Alıntı Originally Posted by r.lucas Yazıyı Oku
Selamlar bir şey soracağım .hani diyorlar ya her ay 6 milyar dolar lazım ..ithalatımiz ihracatimizdan fazla...peki dövizi tirmandiran ithalatimizin fazla olmasımi yoksa özel sektörün döviz borcumu ...yoksa ikiside birbirine mi bağlı ...yani özel sektör neden borçlu oluyor. Borçla iş yapmasın o zaman ..bir mal uretulmeyecekse üretilmesin
Densin ki kardeşim biz bu kadarlık ihracat yaptık öncelikli hayatı şeyleri ithal edeceğiz .yani bu işlerde ayağına yorganına göre uzat olmuyor mu ... syg ..

[device_name] cihazımdan hisse.net mobile app kullanarak gönderildi.
İlk bakacağınız yer dış ticaret dengesi. Yani cari açık. Biz açık verdiğimiz için "dış borç" ihtiyacı baki. Ekonominin tamamını tek bir şirket gibi düşünüp de "önce acil ihtiyaçlar alınsın, tam cari açık verecekken durulsun" diyemezsiniz. Bir BMW bayii mesela: 180'e alıp 200'e satabiliyorsa; bundan para kazanıyorsa... o malın o fiyata talibi varsa... neden dursun ki? serbest piyasada bu talep karşılanıyor. Ancak ülkenin dış borcu da bununla beraber artıyor. Eğer tek amacınız cari açığı kapatmaksa; bunun pratikte 2 tip çözümü olur:

1. dövizi yükseltmek (veya yükselmesine izin vermek)
2. ithal malların talebini kısacak maliye politikaları uygulamak (araçlara ötv, benzin zamları)

[direkt olarak malların ithalatına kısıt koyamazsınız. çünkü üyesi olduğunuz gümrük birliği ve WTO anlaşmaları buna engel. Kuzey Kore veya Iran gibi "herkesten ve her şeyden büyük oranda kopuk" olmayı hedefliyorsanız, anlaşmaları bozup her tür ithalat kısıtı da koyabilirsiniz]

Gelelim 2. konuya: reel sektörün döviz borcu. Yukarıdaki maddeyle kısmen bağlantılı ama kök neden bu değil. Cari açık hiç olmasaydı, tam ithalat kadar ihracat yapsaydık da bizim şirketler döviz borçlusu olacaklardı. Bunun nedeni de yine 2 kalem:

1. Daha ucuza borçlanmak. TL ile dövizin faiz farkı kabaca 12 puan. Yani bir şirket dövizle borçlanıp da, o yıl döviz %12 artmadığı sürece hep daha düşük faiz ödemiş oluyor.
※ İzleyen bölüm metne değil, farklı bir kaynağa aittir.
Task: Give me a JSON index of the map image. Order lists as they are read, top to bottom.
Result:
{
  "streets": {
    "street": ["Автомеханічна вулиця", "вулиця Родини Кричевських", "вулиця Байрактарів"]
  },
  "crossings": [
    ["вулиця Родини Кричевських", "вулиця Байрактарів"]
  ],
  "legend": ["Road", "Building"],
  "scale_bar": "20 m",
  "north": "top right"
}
Bu özellikle TL'nin fazla değerli olduğu 2002-2008 arasından gelme bir alışkanlık. 2008'den sonra bile %12 artmadığı ara yıllar oldu. Ancak en az enflasyon kadar devalüasyon görmeye devam edersek şirketler de ister istemez bu alışkanlığı bırakırlar. Ama kısmen. çünkü'sü sonraki maddede:
2. Uzun vadeli TL kredisi diye bir şey yok. Yatırım finansmanı kavramı, minimum 3 senelik, genel olarak ise 5-7 senelik kredi bulmayla başlar. Dünya reel sektörü bu şekilde çalışır. Ama TL cinsi en uzun kredi 2 yıllık. Çünkü TL sahibi tasarruf sahipleri bırakın 2 yılı, paralarını 2 ay bile zar zor bağlıyorlar. Bankaların da gücü kredi verirken ancak 1-2 yıla kadar yetiyor. Uzun vadeli yatırım finansı sağlayacak firma ne yapıyor? Piyasadaki tek uzun vadeli kredi tipi olan döviz kredisiyle borçlanıyor. Siz bir köprü veya otel yapacaksanız, 3 aylık krediyle bunu yapamazsınız. "Vadesi gelince bakarız" diye bir şey de olmaz (aşırı amatör değilseniz). Yatırım, uzun vadeli krediyle yapılır. En azından modern kapitalizm böyle çalışır. TL kaynaklarında vade uzamadığı sürece de yatırım hep dövizle yapılacak.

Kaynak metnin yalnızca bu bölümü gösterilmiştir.